Kaskida is among the most promising in BP’s lucrative Gulf portfolio. BP wants to get the project moving because any wells it drills there probably won’t enter production before at least 2016.

Environmentalists, of course, oppose the move, but they will oppose BP’s return to the Gulf no matter when it happens, so their objections are little more than background noise.

They are correct, though, in their claim that BP’s safety record deserves more scrutiny. The Obama administration has largely rejected the common-sense idea that a company’s safety and operating record should be considered before granting permits to drill in deep water – some of the most technically challenging drilling projects on Earth.

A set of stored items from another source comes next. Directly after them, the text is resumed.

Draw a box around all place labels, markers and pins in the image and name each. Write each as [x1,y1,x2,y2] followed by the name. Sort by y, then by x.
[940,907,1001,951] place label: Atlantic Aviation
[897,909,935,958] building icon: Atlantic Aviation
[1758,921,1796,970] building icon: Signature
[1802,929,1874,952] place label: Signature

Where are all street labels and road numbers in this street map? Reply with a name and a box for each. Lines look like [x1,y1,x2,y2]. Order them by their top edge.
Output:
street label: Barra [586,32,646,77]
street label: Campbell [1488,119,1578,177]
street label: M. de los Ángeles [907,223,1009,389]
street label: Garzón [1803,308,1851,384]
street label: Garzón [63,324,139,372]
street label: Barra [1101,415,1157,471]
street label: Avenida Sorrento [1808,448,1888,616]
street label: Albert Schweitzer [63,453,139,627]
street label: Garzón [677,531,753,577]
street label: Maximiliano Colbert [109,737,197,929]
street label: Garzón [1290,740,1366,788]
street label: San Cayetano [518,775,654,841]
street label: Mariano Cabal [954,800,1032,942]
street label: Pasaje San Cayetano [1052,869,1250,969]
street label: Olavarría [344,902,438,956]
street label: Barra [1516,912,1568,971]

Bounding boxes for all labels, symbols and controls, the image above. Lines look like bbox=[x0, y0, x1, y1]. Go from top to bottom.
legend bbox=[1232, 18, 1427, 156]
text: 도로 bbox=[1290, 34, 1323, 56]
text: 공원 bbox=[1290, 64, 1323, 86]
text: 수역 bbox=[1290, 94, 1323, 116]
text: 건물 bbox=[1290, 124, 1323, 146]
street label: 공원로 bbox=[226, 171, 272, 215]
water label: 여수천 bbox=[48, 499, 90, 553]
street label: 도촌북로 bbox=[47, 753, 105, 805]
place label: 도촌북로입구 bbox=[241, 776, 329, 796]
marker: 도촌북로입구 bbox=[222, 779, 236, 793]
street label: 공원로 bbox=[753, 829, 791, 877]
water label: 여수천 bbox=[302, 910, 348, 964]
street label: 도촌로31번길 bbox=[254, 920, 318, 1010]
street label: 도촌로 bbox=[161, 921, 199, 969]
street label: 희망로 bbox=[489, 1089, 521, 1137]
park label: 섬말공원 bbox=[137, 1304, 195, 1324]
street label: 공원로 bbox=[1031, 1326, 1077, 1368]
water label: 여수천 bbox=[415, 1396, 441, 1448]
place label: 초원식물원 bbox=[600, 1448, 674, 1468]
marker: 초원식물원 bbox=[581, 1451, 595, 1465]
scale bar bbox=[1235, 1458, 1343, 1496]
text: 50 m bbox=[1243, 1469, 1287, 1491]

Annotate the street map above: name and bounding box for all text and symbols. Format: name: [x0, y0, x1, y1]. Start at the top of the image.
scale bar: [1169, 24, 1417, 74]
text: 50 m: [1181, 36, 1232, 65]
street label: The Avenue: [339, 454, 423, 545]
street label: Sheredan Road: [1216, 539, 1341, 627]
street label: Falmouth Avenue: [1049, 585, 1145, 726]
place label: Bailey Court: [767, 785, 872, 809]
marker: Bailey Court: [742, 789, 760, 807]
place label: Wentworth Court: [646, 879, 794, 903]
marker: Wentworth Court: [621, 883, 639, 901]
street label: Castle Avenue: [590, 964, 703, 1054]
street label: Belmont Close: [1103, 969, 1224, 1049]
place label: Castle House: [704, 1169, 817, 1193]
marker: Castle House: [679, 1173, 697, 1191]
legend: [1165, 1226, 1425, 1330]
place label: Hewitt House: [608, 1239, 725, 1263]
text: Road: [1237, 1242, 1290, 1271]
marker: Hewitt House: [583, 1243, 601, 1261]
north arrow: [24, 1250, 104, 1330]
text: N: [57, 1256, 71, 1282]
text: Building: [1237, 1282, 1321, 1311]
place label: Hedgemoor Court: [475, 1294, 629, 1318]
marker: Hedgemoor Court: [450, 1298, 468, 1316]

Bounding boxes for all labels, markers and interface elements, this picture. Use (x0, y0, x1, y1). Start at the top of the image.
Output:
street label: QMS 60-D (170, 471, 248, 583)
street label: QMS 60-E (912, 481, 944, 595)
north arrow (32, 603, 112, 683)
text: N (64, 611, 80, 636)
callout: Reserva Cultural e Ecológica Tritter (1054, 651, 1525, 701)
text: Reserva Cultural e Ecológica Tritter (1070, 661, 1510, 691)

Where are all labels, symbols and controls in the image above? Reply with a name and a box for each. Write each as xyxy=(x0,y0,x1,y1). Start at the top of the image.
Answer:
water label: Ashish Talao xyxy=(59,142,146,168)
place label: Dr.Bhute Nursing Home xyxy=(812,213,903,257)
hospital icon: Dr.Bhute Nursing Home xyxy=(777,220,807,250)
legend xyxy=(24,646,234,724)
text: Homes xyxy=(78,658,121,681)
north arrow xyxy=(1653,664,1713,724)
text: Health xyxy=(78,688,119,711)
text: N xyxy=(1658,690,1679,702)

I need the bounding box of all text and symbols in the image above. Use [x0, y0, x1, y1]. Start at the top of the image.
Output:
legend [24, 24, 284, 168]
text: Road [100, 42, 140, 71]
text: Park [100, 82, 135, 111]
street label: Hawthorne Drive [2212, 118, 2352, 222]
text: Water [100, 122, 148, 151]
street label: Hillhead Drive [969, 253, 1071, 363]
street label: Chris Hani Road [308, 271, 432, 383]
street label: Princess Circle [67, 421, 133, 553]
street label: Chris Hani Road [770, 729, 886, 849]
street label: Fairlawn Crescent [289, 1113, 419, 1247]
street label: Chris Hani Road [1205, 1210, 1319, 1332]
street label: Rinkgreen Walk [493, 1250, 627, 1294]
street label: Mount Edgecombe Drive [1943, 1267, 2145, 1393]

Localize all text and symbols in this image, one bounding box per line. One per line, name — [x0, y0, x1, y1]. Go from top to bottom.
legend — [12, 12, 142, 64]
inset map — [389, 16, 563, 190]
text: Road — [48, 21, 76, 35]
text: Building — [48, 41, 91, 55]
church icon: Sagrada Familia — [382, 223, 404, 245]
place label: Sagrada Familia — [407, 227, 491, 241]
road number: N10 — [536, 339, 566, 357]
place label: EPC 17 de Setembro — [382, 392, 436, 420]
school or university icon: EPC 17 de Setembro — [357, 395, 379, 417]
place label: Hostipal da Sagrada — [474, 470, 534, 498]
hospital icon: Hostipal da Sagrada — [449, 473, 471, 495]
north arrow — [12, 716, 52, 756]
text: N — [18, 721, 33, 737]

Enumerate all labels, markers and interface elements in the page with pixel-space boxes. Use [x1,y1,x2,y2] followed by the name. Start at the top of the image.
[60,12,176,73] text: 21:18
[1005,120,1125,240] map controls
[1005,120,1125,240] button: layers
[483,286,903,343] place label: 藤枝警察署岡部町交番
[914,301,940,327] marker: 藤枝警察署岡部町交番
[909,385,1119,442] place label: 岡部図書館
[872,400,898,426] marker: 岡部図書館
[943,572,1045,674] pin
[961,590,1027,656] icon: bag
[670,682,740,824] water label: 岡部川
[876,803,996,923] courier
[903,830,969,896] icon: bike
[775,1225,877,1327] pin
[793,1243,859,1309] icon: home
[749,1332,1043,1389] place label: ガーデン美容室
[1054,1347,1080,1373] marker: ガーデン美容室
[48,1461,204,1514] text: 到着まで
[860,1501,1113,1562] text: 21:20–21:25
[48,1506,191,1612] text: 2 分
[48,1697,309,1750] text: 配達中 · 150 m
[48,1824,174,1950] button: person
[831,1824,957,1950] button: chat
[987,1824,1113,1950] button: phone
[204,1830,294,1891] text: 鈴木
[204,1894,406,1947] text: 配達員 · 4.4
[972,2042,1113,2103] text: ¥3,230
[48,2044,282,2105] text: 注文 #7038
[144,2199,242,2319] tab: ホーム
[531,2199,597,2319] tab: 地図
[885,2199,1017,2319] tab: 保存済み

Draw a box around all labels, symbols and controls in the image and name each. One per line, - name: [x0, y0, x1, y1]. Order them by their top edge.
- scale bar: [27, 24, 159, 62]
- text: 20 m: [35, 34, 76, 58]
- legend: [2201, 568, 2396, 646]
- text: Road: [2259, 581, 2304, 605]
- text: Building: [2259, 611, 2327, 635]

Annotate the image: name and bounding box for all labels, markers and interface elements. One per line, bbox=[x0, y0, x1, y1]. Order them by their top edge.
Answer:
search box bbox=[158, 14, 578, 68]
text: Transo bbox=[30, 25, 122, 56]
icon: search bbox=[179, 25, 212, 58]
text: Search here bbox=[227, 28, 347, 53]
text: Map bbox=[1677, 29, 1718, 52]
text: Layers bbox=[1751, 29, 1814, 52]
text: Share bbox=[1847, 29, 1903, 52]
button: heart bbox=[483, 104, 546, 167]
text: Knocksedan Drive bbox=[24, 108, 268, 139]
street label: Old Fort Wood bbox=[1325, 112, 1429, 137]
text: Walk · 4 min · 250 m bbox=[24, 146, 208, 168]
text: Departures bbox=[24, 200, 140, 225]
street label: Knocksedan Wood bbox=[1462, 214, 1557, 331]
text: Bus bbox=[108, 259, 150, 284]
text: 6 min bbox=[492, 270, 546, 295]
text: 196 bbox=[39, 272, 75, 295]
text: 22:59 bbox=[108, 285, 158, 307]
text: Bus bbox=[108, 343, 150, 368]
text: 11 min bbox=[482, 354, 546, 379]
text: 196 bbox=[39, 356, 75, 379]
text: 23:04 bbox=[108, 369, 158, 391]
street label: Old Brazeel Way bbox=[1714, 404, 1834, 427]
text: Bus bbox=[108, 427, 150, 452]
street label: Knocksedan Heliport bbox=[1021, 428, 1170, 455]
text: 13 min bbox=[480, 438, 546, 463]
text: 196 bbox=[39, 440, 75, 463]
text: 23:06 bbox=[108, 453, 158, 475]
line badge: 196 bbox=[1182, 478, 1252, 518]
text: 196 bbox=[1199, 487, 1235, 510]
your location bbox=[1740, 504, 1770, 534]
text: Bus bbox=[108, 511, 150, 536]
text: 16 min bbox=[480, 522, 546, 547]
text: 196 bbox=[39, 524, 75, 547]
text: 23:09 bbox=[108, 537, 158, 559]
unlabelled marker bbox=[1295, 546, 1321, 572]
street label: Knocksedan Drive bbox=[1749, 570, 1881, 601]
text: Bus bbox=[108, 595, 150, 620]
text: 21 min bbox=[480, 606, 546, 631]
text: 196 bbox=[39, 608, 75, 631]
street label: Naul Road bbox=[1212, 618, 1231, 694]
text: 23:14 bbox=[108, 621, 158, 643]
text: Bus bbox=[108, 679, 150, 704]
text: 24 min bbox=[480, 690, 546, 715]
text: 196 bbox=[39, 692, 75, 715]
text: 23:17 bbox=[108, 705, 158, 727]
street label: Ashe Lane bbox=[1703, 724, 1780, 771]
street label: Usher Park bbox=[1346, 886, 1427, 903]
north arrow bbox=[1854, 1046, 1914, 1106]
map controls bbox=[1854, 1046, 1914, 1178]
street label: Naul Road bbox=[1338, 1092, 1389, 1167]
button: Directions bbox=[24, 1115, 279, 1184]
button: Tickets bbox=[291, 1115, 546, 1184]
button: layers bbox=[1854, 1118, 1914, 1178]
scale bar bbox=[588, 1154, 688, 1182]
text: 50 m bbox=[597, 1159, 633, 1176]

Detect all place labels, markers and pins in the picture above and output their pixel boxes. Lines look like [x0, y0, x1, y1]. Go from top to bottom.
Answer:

Other, more powerful incentives, though, are likely to push BP’s plan forward. Given the current fiscal situation in Washington, the decline in royalties from the Gulf won’t be tolerated forever. No company holds more Gulf leases than BP, which makes it a key potential revenue generator for the government.

More specifically, the administration allowed BP to pledge its Gulf production as collateral for the $20 billion claims fund to reimburse business owners harmed by the Macondo spill.

Production off sharply

BP’s Gulf production has fallen to about 250,000 barrels a day from 390,000 barrels before the accident. Without prospects for an increase, the government may worry it will get stuck with some of the tab from the claims fund that it agreed to administer on BP’s behalf.

BP’s history of operating problems shows that its Gulf drilling efforts may be relatively safe, at least initially. The company rarely repeats the same mistakes in the same places. Just as it spent heavily after the Texas City refinery explosion in 2005 to install long-overdue safety equipment and improve maintenance, so has it outlined a series of new procedures to improve its Gulf drilling operations.

Avoiding the root cause

It has said it will install a second set of blind shear rams on every well, improve testing of blowout preventers and more closely review the testing of cement used to seal wells. These, of course, are outward-looking safeguards that ignore the root cause of the Macondo disaster: BP’s own decision-making.

The question, after all, isn’t whether BP can drill safely, but whether it’s changed its culture to prevent the sort of lapses that led to the Macondo blowout from happening somewhere else. BP has never believed in “connecting the dots,” to use former CEO Tony Hayward‘s term, among the operating problems in different corporate divisions – pipelines, refining, trading, offshore drilling.

This is a precarious time for the company. It’s under mounting pressure to revive its flagging stock price, which remains more than 35 percent below the price at which it traded before the disaster.

The financial pressures, always paramount within BP, may be greater than ever. Those pressures, combined with the company’s focus on the Gulf, raise concerns that problems in some other part of the company’s operations, the seeds of some new potential disaster, may be overlooked.